*What this task involves*: Stop after the line with "position:absolute; right:21px; top:21px;". Up to that point, output every line of the listing below exactly from the first one onward, skipping pictures.

*** Opening of Data for review ***

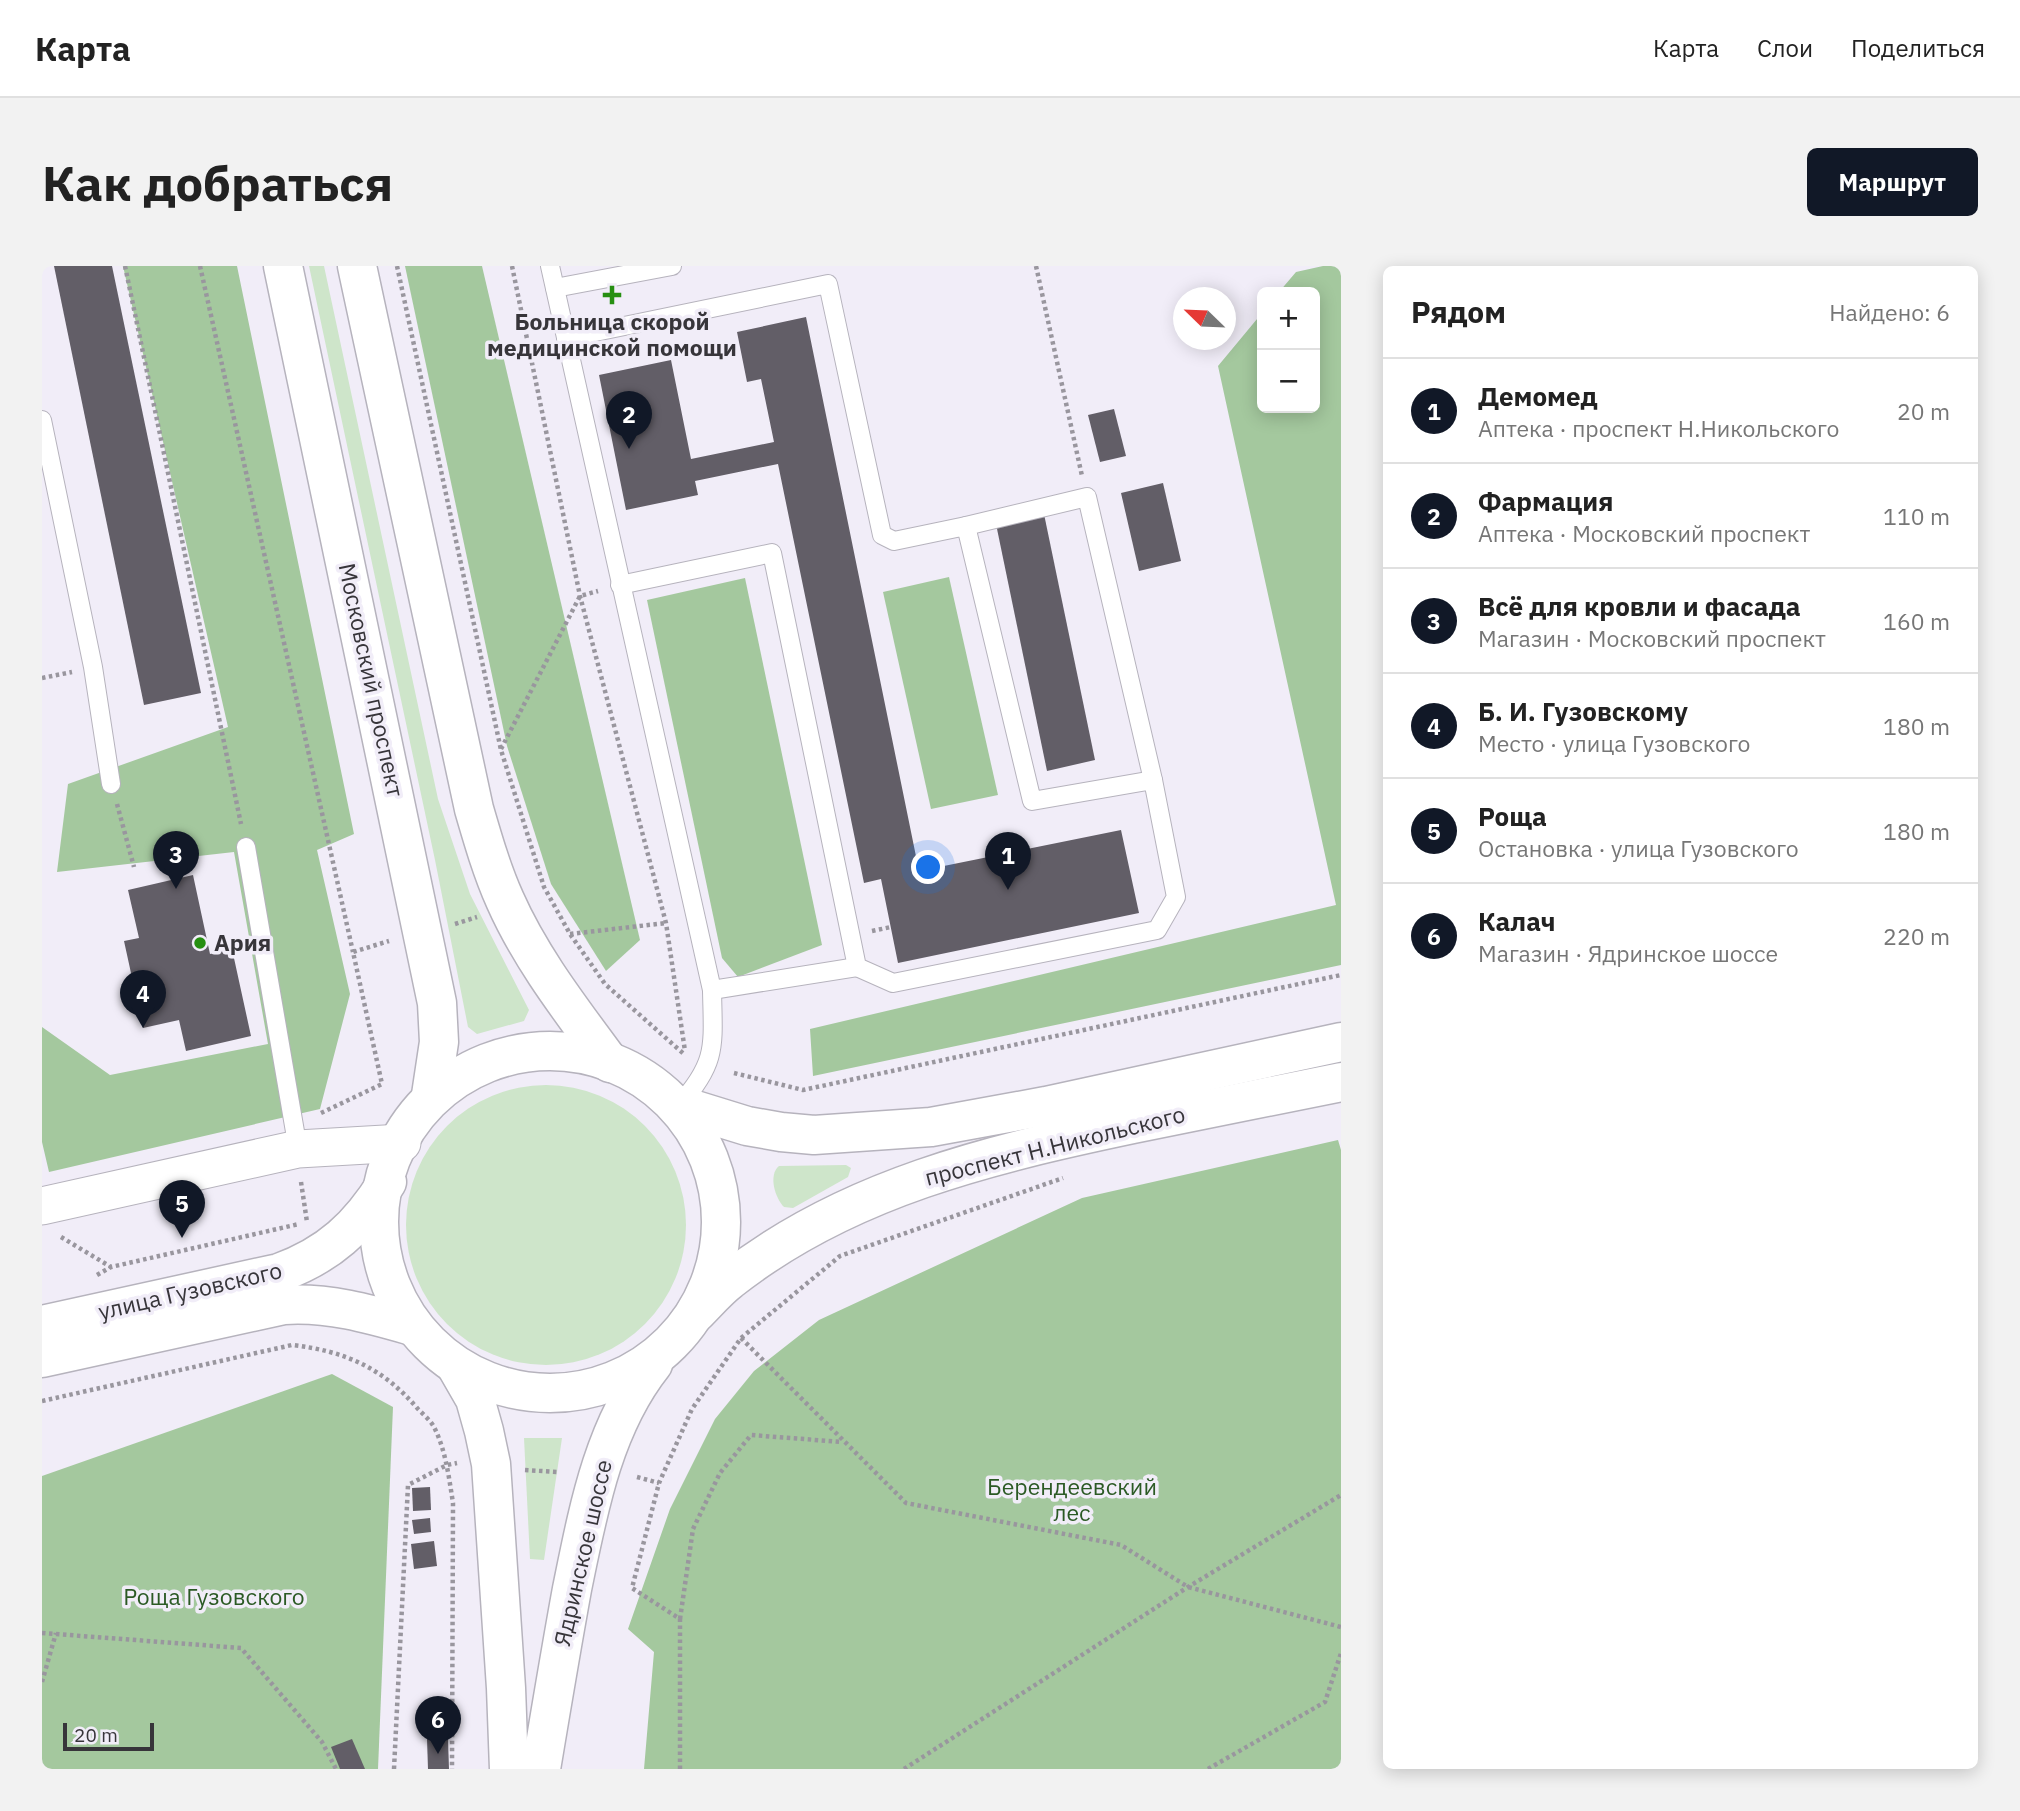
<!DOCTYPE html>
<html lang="ru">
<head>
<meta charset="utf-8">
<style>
	body { margin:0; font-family:"IBM Plex Sans",sans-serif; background:#f2f2f2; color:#222 }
	.controls { position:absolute; right:21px; top:21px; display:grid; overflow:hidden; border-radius:10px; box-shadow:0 4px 18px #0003 }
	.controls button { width:63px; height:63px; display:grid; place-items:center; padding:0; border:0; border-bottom:2px solid #e0e0e0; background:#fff; color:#222; font:35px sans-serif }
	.compass { position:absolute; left:1131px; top:21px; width:63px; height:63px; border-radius:50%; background:#fff; box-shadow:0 4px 18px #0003; rotate:293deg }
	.scale { position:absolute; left:21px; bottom:18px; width:91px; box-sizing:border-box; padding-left:7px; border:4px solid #37353a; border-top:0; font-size:19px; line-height:24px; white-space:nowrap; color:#37353a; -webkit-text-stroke:5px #f1edf8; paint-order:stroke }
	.you { position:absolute; left:887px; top:602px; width:24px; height:24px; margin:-18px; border:5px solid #fff; border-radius:50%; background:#1a73e8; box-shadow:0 0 0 10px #1a73e833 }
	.badge { display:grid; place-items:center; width:46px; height:46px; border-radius:50%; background:#111827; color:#fff; font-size:23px; font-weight:700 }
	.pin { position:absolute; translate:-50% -58px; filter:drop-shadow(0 2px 4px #0008) }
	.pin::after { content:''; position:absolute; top:37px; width:24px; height:21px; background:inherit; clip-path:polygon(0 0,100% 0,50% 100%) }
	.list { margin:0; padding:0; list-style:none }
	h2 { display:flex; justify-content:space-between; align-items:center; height:91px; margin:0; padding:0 28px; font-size:30px }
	h2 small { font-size:23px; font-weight:400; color:#767676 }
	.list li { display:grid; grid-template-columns:46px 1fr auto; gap:21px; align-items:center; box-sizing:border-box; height:105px; padding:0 28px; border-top:2px solid #e0e0e0 }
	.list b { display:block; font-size:26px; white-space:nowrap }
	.list p { margin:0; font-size:23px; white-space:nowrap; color:#767676 }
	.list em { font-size:23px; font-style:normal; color:#767676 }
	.map { position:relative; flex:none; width:1299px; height:1503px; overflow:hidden; border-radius:10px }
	header { display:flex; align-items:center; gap:42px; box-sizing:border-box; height:98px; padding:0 35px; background:#fff; border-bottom:2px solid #e0e0e0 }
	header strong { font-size:33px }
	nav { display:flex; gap:38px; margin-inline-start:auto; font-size:24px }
	.intro { display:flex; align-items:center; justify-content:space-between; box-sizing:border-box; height:168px; padding:0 42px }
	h1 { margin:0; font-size:49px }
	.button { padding:18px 32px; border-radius:10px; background:#111827; color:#fff; font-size:24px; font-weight:700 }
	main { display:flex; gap:42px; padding:0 42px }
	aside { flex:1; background:#fff; border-radius:10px; box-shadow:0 4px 18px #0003 }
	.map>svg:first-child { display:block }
</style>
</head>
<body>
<header>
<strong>Карта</strong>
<nav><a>Карта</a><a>Слои</a><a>Поделиться</a></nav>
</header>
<div class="intro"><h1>Как добраться</h1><a class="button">Маршрут</a></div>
<main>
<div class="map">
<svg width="1299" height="1503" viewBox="0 0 1299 1503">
	<rect width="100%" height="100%" fill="#f1edf8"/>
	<g fill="#cee5ca">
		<polygon points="267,0 282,0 396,533 428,628 487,744 482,755 435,768 426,761 393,594"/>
		<circle cx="504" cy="959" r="140"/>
		<path d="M804,899l5,3 -3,9 -55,31 -9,-1c-9,-9 -16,-32 -5,-41z"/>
		<polygon points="482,1172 520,1172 502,1294 488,1293"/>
	</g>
	<g fill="#a4c89e">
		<polygon points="81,0 195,0 312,568 275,584 308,728 278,843 7,906 0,876 0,761 68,809 226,778 192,586 15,606 26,518 186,461"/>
		<polygon points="363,0 440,0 598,674 564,705 509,618 465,480"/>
		<polygon points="1281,0 1299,0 1299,699 771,810 768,763 1294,639 1176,100 1220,47 1220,142 1273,142 1273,26 1237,26 1254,6"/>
		<polygon points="907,311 956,529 889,543 841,326"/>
		<polygon points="703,312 780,679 696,711 680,692 605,334"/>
		<polygon points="1296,874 1299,884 1299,1503 602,1503 612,1386 586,1363 628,1243 673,1153 712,1105 777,1054 1040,932"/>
		<polygon points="290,1108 351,1141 336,1503 0,1503 0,1210"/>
	</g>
	<g fill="#625e67">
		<polygon points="12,0 70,0 159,427 102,439"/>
		<polygon points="764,51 877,605 1079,564 1097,647 856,697 839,613 822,617 736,198 653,215 656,229 584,244 557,109 629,94 649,193 732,176 719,113 705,116 695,66"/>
		<polygon points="1072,143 1084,190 1058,196 1046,149"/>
		<polygon points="1121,217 1139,295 1097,305 1079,227"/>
		<polygon points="1002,248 1053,494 1005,505 954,258"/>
		<polygon points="151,609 168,688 190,683 209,770 144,785 137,754 101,762 82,675 97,672 86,624"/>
		<polygon points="388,1221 389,1244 371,1245 370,1222"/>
		<polygon points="388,1252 389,1266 372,1268 370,1254"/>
		<polygon points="392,1275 395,1300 372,1303 369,1278"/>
		<polygon points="310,1473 323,1503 298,1503 289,1481"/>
		<polygon points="385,1473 406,1473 407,1503 386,1503"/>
	</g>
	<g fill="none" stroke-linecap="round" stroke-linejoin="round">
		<defs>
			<g id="service">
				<path d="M508,0l162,724c1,55 6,72 -33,115"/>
				<polyline points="513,22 630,0"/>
				<polyline points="524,72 786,18 840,269 852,275 924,260 990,535 1111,514 1134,631 1115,664 851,717 815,701 730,287 578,319"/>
				<polyline points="0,154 51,401 69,518"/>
				<polyline points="924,260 1045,231 1111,514"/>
				<polyline points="204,581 256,883"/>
				<polyline points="670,724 815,701"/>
			</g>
			<polyline id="minor" points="0,940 256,883 360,877"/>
			<g id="secondary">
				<path d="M0,1059l237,-52c50,-18 80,-46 108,-91"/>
				<path d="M0,1092l242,-53c45,-3 86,9 128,21"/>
			</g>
			<g id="primary">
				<polyline points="241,0 395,737 397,776 389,829"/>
				<path d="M315,0l117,543c9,31 18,62 31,91 26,59 67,111 105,163"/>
				<circle cx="508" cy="956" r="171"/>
				<polyline points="637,839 705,860 739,866 772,869 889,861 1004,840 1299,776"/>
				<path d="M654,1047c11,-11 22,-24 34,-33 117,-92 261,-126 403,-156 69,-14 139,-28 208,-42"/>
				<polyline points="414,1100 433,1133 442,1165 449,1198 464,1422 467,1503"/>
				<path d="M499,1503c10,-60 20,-120 31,-180 16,-78 31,-162 81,-225"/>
			</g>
		</defs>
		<use href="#service" stroke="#b6b3bd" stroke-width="20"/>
		<use href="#minor" stroke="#b6b3bd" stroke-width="39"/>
		<use href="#secondary" stroke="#b6b3bd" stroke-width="41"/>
		<use href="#primary" stroke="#b6b3bd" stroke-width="41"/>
		<g stroke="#99969e" stroke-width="4.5" stroke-dasharray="3.5 3.5" stroke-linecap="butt">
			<polyline points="83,0 199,558"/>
			<polyline points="158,0 311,686"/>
			<polyline points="355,0 459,484 502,621 528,668 563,718 643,789"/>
			<polyline points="470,0 538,330 624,657 643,785"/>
			<polyline points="994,0 1040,210"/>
			<polyline points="0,412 30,406"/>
			<polyline points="459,483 538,330 556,325"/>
			<polyline points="75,538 92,601"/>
			<polyline points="413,658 435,651"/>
			<polyline points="830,665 849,661"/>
			<polyline points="528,668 624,657"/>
			<polyline points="692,807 761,824 1299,709"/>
			<polyline points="279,847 340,818 311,686 347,675"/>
			<polyline points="259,916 265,956"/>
			<polyline points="19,971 69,1001"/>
			<polyline points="55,1009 69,1001 257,958"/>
			<polyline points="699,1072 864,1237 1079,1279 1146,1321 1299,1361"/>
			<path d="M0,1135l250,-56c53,6 91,23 126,64 6,6 14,13 17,20 11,23 14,49 18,74l-1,266"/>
			<polyline points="483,1204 515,1206"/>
			<polyline points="595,1211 617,1217"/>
			<polyline points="638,1353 651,1263 678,1207 709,1169 800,1176"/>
			<polyline points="0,1367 199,1382 280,1476 294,1503"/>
			<polyline points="0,1416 14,1367"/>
			<polyline points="352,1503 366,1219 405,1199 415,1197"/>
			<polyline points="638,1503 638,1353 590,1322 617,1217 650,1143 699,1072 798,990 1021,912"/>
			<polyline points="862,1503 1146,1321 1299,1229"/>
			<polyline points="1166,1503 1283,1436 1299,1387"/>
			<polyline points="1296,1503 1299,1502"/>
		</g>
		<use href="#service" stroke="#fff" stroke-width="18"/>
		<use href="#minor" stroke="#fff" stroke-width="37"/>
		<use href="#secondary" stroke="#fff" stroke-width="38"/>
		<use href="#primary" stroke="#fff" stroke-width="38"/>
	</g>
	<g fill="#268f11" stroke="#f1edf8" stroke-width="2.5">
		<path d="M566.5 18.5h7v7h7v7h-7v7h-7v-7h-7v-7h7z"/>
		<circle cx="158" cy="677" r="7"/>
	</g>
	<g text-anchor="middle" stroke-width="7" stroke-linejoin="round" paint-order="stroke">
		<g font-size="23" font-weight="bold" fill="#37353a" stroke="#f1edf8">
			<text x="570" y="64">Больница скорой<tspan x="570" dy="26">медицинской помощи</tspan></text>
			<text x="172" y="685" text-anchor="start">Ария</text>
		</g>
		<g font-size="23" fill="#37353a" stroke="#f1edf8">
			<text transform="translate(329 414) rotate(78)" y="8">Московский проспект</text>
			<text transform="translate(1013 880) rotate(-14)" y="8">проспект Н.Никольского</text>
			<text transform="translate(148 1025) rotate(-13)" y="8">улица Гузовского</text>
			<text transform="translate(541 1287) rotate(-77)" y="8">Ядринское шоссе</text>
		</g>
		<g font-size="23" fill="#2b5a24" stroke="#f1edf8">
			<text x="1030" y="1229">Берендеевский<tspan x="1030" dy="26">лес</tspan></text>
			<text x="172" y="1339">Роща Гузовского</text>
		</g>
	</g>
</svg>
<div class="controls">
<button>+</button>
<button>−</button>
</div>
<svg class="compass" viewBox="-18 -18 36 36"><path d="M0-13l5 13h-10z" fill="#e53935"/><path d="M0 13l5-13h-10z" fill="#767676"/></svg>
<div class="scale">20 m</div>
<div class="you"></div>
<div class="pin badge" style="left:966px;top:624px">1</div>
<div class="pin badge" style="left:587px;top:183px">2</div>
<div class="pin badge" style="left:134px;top:623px">3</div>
<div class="pin badge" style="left:101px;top:762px">4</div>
<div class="pin badge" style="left:140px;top:972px">5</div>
<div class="pin badge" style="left:396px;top:1488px">6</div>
</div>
<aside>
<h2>Рядом<small>Найдено: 6</small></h2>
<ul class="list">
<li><span class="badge">1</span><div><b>Демомед</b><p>Аптека · проспект Н.Никольского</p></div><em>20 m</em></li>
<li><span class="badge">2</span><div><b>Фармация</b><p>Аптека · Московский проспект</p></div><em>110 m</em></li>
<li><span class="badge">3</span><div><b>Всё для кровли и фасада</b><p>Магазин · Московский проспект</p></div><em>160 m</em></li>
<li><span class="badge">4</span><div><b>Б. И. Гузовскому</b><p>Место · улица Гузовского</p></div><em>180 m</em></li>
<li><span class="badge">5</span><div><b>Роща</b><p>Остановка · улица Гузовского</p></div><em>180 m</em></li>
<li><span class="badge">6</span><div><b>Калач</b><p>Магазин · Ядринское шоссе</p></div><em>220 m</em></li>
</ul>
</aside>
</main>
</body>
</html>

*** Close of Data for review ***

*Solution to this exercise*:
<!DOCTYPE html>
<html lang="ru">
<head>
<meta charset="utf-8">
<style>
	body { margin:0; font-family:"IBM Plex Sans",sans-serif; background:#f2f2f2; color:#222 }
	.controls { position:absolute; right:21px; top:21px; display:grid; overflow:hidden; border-radius:10px; box-shadow:0 4px 18px #0003 }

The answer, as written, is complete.